Question

in circle o, the length of radius ol is 6 cm and the length of arc lm is 6.3 cm. the measure of angle mon is 75°. rounded to the nearest tenth of a centimeter, what is the length of arc lmn? 7.9 cm 10.2 cm 12.6 cm 14.2 cm

Explanation:

Step1: Recall arc - length formula

The formula for the length of an arc of a circle is $s = r\theta$, where $s$ is the arc - length, $r$ is the radius of the circle, and $\theta$ is the central angle in radians. First, convert the angle $\angle MON = 75^{\circ}$ to radians. We know that to convert degrees to radians, we use the formula $\theta_{rad}=\frac{\pi}{180}\times\theta_{deg}$. So, $\theta=\frac{75\pi}{180}=\frac{5\pi}{12}$ radians and $r = 6$ cm.

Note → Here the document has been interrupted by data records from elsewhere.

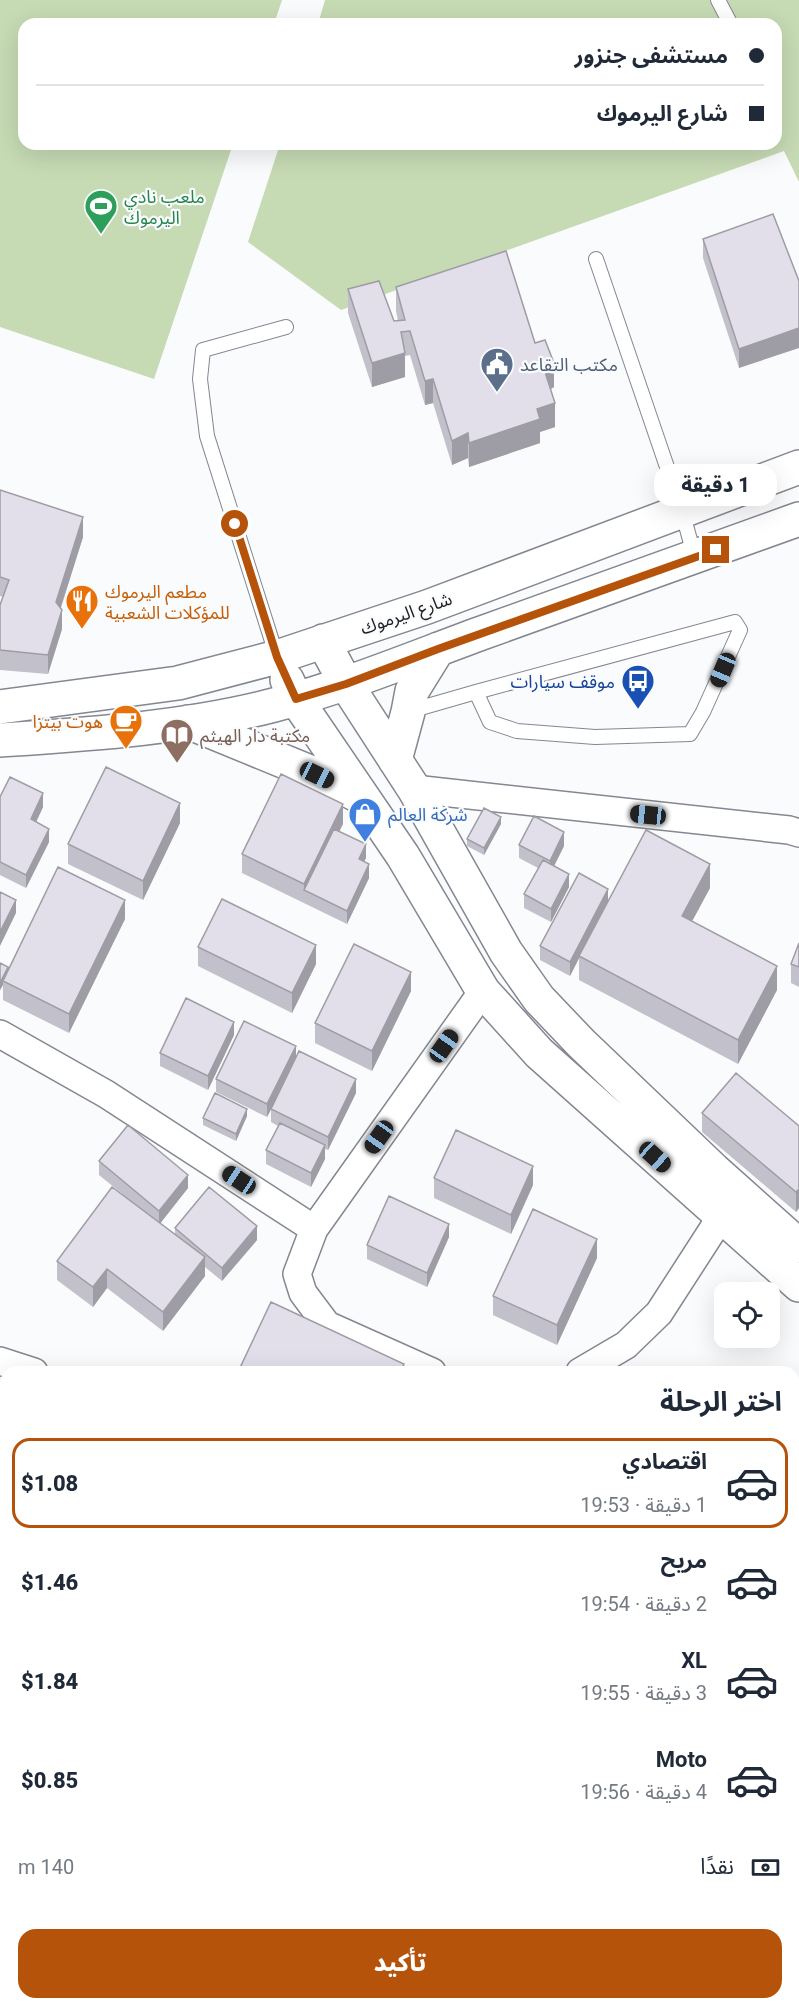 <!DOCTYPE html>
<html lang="ar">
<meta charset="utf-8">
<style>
:root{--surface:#fff;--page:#f2f2f3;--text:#1f2937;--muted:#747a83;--line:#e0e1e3;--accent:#b45309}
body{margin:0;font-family:Roboto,"Noto Sans Arabic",sans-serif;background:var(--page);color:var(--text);direction:rtl;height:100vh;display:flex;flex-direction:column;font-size:22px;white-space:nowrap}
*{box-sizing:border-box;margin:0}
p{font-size:20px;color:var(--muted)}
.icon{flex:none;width:33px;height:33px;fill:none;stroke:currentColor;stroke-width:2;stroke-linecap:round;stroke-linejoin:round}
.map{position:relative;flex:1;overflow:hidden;direction:ltr}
.drawer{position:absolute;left:0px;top:1366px;width:800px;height:644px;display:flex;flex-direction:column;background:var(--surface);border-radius:18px 18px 0 0;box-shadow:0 6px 24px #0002;direction:rtl}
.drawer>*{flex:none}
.banner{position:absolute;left:18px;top:18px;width:764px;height:132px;border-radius:18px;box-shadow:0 6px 24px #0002;direction:rtl;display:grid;align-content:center;height:132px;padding:0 18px;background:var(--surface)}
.fabs{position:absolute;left:714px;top:1282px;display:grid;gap:12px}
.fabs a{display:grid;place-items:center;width:66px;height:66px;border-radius:12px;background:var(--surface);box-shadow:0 6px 24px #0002;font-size:30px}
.end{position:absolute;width:27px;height:27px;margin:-14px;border:8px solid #b45309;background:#fff;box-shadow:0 0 0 3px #fff}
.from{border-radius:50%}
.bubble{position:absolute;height:42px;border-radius:18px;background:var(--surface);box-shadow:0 6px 24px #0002;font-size:20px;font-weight:800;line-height:42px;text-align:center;direction:rtl}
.car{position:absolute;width:18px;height:36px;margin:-18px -9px;border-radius:8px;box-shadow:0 0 4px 2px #0007;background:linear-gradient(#222 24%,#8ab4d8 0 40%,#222 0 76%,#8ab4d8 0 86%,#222 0)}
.banner b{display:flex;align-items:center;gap:21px;height:57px;font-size:22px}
.banner b+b{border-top:2px solid var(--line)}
.banner i{width:15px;height:15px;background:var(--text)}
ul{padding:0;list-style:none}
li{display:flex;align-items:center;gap:18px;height:90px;margin:0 12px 9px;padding:0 6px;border:3px solid transparent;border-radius:18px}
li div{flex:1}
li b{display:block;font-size:22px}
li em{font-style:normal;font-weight:800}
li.current{border-color:var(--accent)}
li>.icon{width:54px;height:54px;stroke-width:1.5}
h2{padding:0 18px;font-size:27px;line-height:72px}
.pay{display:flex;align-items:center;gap:15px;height:66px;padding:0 18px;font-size:22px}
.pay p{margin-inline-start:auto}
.cta{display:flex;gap:12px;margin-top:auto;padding:12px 18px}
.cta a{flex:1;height:69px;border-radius:18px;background:var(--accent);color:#fff;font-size:24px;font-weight:800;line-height:69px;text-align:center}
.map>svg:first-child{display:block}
</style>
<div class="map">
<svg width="799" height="2009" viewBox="0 0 799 2009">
<defs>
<pattern id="cemetery-stones" width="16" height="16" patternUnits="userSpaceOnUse" patternTransform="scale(1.5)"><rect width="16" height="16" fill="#c6dab4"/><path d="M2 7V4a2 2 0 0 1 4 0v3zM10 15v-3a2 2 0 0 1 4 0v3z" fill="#aabb9a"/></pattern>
</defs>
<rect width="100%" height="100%" fill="#fafbfd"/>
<path fill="#c6dab4" d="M0,0H282L274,24H24V144H233L154,379L0,327Z
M325,0H799V182L784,151L341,310L248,242L280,144H776V24H318Z"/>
<path fill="url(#cemetery-stones)" d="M6,1392V1702L0,1700V1395Z"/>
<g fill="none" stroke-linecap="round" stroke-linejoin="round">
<g stroke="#848791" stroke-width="16">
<path id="lane" d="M718,0L729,21
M596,259L682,511L695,558
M277,657L207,436L200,379L203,350L286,327
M410,711L476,692L735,622L740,630L703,712L690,734L595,737L517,731L490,722L476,692"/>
</g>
<g stroke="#848791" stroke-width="30">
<path id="street" d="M414,789L789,830L799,833
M0,1034L106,1094L314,1229
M0,1361L34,1372
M432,1372L327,1325L303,1293L297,1274L314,1229L483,991
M580,1372L626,1345L659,1313L721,1217
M794,1504L799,1498
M0,2004L5,2009
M324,2009L327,2004
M355,2009L359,2004"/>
</g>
<g stroke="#848791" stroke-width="36">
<path id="secondary" d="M323,641L346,684L414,789L506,952L539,999L581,1043L714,1170L799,1246
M287,680L296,699L403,856L483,991L539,1053L799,1285
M0,707L178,683L277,657L427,607L799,467
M188,722L317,775L361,797
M0,740C90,734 186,728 274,705C344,687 411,659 479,634C586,596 693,558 799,519
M395,760L408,712L412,691L438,649
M794,1432L799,1421"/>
</g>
<use href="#lane" stroke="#fff" stroke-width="14"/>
<use href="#street" stroke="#fff" stroke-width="27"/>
<use href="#secondary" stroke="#fff" stroke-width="33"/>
</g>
<path fill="#c2c0ca" d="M703,239L799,281L739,368L703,258Z
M396,287L535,343L554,387L551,389L555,427L540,432V443L469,467L468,458L452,465L433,403L425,405L410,355L405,356V377L372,387L348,313V289L394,321H398L396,311Z
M0,490L83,537L61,608L62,629L48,674L0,670V605L3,597L0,596Z
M0,797L43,807L36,822L49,842L26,888L0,875Z
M180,823L143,900L68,864V844Z
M343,824L339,831L366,858L364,861L369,878L347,924L242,873V854Z
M501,824L484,855L467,846V839Z
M519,845L564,846L554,866L569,887L551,922L524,908V894L538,868L519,858Z
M710,888L692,921L777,990L738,1064L579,980V957L570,976L540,960V946L608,902Z
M125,919L69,1033L3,1000V985L0,990V963L8,970Z
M799,943V987L791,983V964Z
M198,947L316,964L292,1013L198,966Z
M411,991L372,1071L315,1043V1023Z
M234,1035L208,1090L160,1066V1053Z
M296,1059L356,1093L328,1150L325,1149V1159L311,1187L266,1164V1150L278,1126L271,1122V1110L267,1117L216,1092V1079Z
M702,1113L799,1126V1208L796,1212L702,1132Z
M247,1116L236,1141L203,1125V1118Z
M99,1161L188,1188L160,1223L175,1234V1228L257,1240L222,1281L205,1267V1276L163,1331L107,1288L93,1307L57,1280V1261L126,1197L99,1175Z
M434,1178L533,1185L511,1234L434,1198Z
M449,1237L427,1287L367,1259V1245Z
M597,1258L557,1345L493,1315V1296Z
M799,1864V1925L794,1921V1872Z
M108,2004H174L171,2009H108Z
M392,2004H479L475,2009H392Z
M748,2004H770L766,2009H755Z"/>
<path fill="#9e9ca4" d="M799,328V348L739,368V349Z
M405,353V377L372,387V363Z
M554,363V387L544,393V369Z
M433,379V403L425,405V381Z
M555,403V427L540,432V443L469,467V443L537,409Z
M468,433V458L452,465V441Z
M83,517V537L56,622V602Z
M62,610V629L48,674V655Z
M43,793V807L31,833V819Z
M180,803V823L143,900V881Z
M343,804V824L309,892L304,890V884Z
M501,817V824L484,855V848Z
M49,829V842L26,888V875Z
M564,832V846L550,874V861Z
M366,844V858L359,872V859Z
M369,864V878L347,924V911Z
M710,864V888L682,940V916Z
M569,874V887L551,922V909Z
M608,889V902L570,976V962Z
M16,900V913L0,946V932Z
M125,900V919L69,1033V1014Z
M316,945V964L292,1013V993Z
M777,966V990L738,1064V1040Z
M8,967V974L3,981V985L0,990V983Z
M411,972V991L372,1071V1051Z
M234,1022V1035L208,1090V1076Z
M296,1046V1060L267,1117V1104Z
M356,1079V1093L328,1150V1137Z
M247,1109V1116L236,1141V1134Z
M325,1145V1159L311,1187V1173Z
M533,1166V1185L511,1234V1215Z
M188,1175V1188L159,1225V1211Z
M799,1189V1208L796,1212V1192Z
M449,1224V1237L427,1287V1273Z
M257,1226V1240L222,1281V1268Z
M597,1239V1258L557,1345V1325Z
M205,1257V1276L163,1331V1312Z
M107,1269V1288L93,1307V1287Z
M404,1364V1372H400Z
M797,1956V1969L794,1974V1961Z
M164,2004H174L171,2009H160Z
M464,2004H479L475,2009H460Z
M762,2004H770L766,2009H762Z"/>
<path fill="#e2dfeb" stroke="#9e9ca4" stroke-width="1.5" d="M773,214L799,281V328L739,349L703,239Z
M506,251L535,343L545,340L554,363L544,369L555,403L537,409L540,419L469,443L468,433L452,441L433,379L425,381L410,331L401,332L405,353L372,363L348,289L379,281L394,321L405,320L396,287Z
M0,490L83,517L56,602L62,610L48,655L0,650V605L9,580L0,577Z
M106,767L180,803L143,881L68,844Z
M281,774L343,804L304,884L242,854Z
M10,777L43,793L31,819L49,829L26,875L0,862V797Z
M484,808L501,817L484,848L467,839Z
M534,816L564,832L550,861L519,845Z
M334,829L366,844L359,859L369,864L347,911L304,890Z
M646,830L710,864L682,916L777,966L738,1040L579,956Z
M543,860L569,874L551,909L524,894Z
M58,867L125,900L69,1014L3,981Z
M579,873L608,889L570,962L540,946Z
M0,892L16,900L0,932Z
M222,899L316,945L292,993L198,947Z
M799,943V967L791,964Z
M354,944L411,972L372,1051L315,1023Z
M0,963L8,967L0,983Z
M186,998L234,1022L208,1076L160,1053Z
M244,1021L296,1046L267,1104L216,1079Z
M299,1051L356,1079L328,1137L271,1109Z
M736,1073L799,1126V1189L796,1192L702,1113Z
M215,1093L247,1109L236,1134L203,1118Z
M280,1123L325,1145L311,1173L266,1150Z
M128,1125L188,1175L159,1211L99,1161Z
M456,1130L533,1166L511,1215L434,1178Z
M112,1187L205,1257L163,1312L107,1269L93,1287L57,1261Z
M209,1187L257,1226L222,1268L175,1228Z
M389,1196L449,1224L427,1273L367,1245Z
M533,1209L597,1239L557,1325L493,1296Z
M271,1302L404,1364L400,1372H238Z
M799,1864V1911L794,1907V1872Z
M794,1953L797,1956L794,1961Z
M113,2004H164L160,2009H119Z
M395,2004H464L460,2009H402Z"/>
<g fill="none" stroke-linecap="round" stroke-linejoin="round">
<path stroke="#b45309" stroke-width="8" d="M235,524L277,657L296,699L346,684L438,649L716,550"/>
</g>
<defs>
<g id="stadium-pin" transform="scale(1.725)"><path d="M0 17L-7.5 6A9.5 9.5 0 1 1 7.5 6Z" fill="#2e9e5b" stroke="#fafbfd"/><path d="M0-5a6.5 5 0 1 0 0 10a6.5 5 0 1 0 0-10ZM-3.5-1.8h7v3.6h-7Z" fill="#fff"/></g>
<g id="civic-pin" transform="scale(1.725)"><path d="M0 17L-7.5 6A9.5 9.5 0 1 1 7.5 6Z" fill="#5c6f8a" stroke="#fafbfd"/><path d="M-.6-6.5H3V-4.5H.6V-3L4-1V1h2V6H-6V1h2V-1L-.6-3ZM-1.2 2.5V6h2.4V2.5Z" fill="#fff"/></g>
<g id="restaurant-pin" transform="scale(1.725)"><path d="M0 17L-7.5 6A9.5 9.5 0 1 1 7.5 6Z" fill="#e8710a" stroke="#fafbfd"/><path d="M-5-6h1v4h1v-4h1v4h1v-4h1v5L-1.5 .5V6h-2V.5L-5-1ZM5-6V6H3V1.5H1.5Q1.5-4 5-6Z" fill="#fff"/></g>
<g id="bus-pin" transform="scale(1.725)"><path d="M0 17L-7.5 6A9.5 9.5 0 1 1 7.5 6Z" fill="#1a4fb4" stroke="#fafbfd"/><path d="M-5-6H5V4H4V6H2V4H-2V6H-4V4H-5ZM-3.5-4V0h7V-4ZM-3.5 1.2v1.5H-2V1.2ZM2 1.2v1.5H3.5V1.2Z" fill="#fff"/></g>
<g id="cafe-pin" transform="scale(1.725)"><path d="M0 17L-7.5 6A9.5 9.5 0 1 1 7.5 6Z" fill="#e8710a" stroke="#fafbfd"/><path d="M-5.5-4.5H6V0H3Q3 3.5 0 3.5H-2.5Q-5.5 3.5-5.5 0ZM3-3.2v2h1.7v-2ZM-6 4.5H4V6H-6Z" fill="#fff"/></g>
<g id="library-pin" transform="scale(1.725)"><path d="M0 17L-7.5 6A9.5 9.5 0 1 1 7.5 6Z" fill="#8d6e63" stroke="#fafbfd"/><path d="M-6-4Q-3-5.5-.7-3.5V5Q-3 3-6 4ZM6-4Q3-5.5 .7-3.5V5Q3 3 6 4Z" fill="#fff"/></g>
<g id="shop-pin" transform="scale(1.725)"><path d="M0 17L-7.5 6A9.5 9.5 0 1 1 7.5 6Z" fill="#3f7fe0" stroke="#fafbfd"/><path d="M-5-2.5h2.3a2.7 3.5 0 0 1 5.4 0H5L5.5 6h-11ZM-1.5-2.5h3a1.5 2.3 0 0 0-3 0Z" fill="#fff"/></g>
</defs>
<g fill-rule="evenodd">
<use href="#stadium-pin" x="101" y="206"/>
<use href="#civic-pin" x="497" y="364"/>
<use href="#restaurant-pin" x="82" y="601"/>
<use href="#bus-pin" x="638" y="681"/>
<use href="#cafe-pin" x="126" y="721"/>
<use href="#library-pin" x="177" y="735"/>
<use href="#shop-pin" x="365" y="814"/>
</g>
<g text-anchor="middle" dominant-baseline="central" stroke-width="4.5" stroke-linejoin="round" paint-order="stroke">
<g font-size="18" fill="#27864d" stroke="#fafbfd" text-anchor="start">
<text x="124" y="196">ملعب نادي<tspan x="124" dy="21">اليرموك</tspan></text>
</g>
<g font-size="18" fill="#4e5e75" stroke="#fafbfd" text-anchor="start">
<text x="520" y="364">مكتب التقاعد</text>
</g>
<g font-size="18" fill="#c56008" stroke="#fafbfd" text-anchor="start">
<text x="105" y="591">مطعم اليرموك<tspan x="105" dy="21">للمؤكلات الشعبية</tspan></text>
<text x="103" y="721" text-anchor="end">هوت بيتزا</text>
</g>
<g font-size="18" fill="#1e1f23" stroke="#fafbfd">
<text transform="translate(406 613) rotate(-19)">شارع اليرموك</text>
</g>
<g font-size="18" fill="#164399" stroke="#fafbfd" text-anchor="end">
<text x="615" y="681">موقف سيارات</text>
</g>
<g font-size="18" fill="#785e54" stroke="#fafbfd" text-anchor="start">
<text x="200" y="735">مكتبة دار الهيثم</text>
</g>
<g font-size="18" fill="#366cbe" stroke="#fafbfd" text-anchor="start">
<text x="388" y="814">شركة العالم</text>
</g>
</g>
</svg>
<div class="fabs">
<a><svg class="icon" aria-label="locate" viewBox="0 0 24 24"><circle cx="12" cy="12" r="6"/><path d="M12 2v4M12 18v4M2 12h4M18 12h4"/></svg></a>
</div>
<i class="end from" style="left:235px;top:524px"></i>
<i class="end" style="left:716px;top:550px"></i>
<div class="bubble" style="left:654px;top:464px;width:123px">1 دقيقة</div>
<i class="car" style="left:723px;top:670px;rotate:203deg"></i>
<i class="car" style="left:317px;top:775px;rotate:116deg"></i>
<i class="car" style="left:648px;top:815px;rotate:276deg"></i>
<i class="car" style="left:444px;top:1046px;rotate:35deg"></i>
<i class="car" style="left:379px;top:1137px;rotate:215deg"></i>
<i class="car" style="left:655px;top:1157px;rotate:132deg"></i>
<i class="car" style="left:239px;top:1180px;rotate:303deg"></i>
<div class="banner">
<b><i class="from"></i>مستشفى جنزور</b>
<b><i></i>شارع اليرموك</b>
</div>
<section class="drawer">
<h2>اختر الرحلة</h2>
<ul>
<li class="current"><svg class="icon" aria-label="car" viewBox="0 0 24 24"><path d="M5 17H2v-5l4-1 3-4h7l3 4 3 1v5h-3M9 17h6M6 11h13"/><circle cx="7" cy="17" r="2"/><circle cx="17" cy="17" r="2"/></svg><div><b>اقتصادي</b><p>1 دقيقة · 19:53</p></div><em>$1.08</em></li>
<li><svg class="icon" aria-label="car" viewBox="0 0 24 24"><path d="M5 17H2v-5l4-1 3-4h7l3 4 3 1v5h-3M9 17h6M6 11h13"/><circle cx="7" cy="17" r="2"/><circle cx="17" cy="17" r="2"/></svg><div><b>مريح</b><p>2 دقيقة · 19:54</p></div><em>$1.46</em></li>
<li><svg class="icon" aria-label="car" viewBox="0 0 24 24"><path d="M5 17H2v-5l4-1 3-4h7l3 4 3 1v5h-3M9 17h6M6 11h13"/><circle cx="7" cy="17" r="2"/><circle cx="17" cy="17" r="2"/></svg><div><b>XL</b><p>3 دقيقة · 19:55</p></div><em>$1.84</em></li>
<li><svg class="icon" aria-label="car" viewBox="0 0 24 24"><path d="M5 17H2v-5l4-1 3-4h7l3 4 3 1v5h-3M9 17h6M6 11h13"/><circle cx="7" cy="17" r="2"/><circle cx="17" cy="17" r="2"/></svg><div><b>Moto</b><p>4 دقيقة · 19:56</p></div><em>$0.85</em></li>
</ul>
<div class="pay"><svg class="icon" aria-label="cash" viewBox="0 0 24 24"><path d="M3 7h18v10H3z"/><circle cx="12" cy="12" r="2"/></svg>نقدًا<p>140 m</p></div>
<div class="cta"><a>تأكيد</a></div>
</section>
</div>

Step2: Calculate the length of arc $MN$

Using the arc - length formula $s = r\theta$, with $r = 6$ cm and $\theta=\frac{5\pi}{12}$, we have $s_{MN}=6\times\frac{5\pi}{12}=\frac{5\pi}{2}\approx\frac{5\times3.14}{2}=7.85$ cm.

Step3: Calculate the length of arc $LMN$

We know that the length of arc $LM = 6.3$ cm. The length of arc $LMN$ is the sum of the length of arc $LM$ and the length of arc $MN$. So, $s_{LMN}=6.3 + 7.85=14.15\approx14.2$ cm.

Answer:

14.2 cm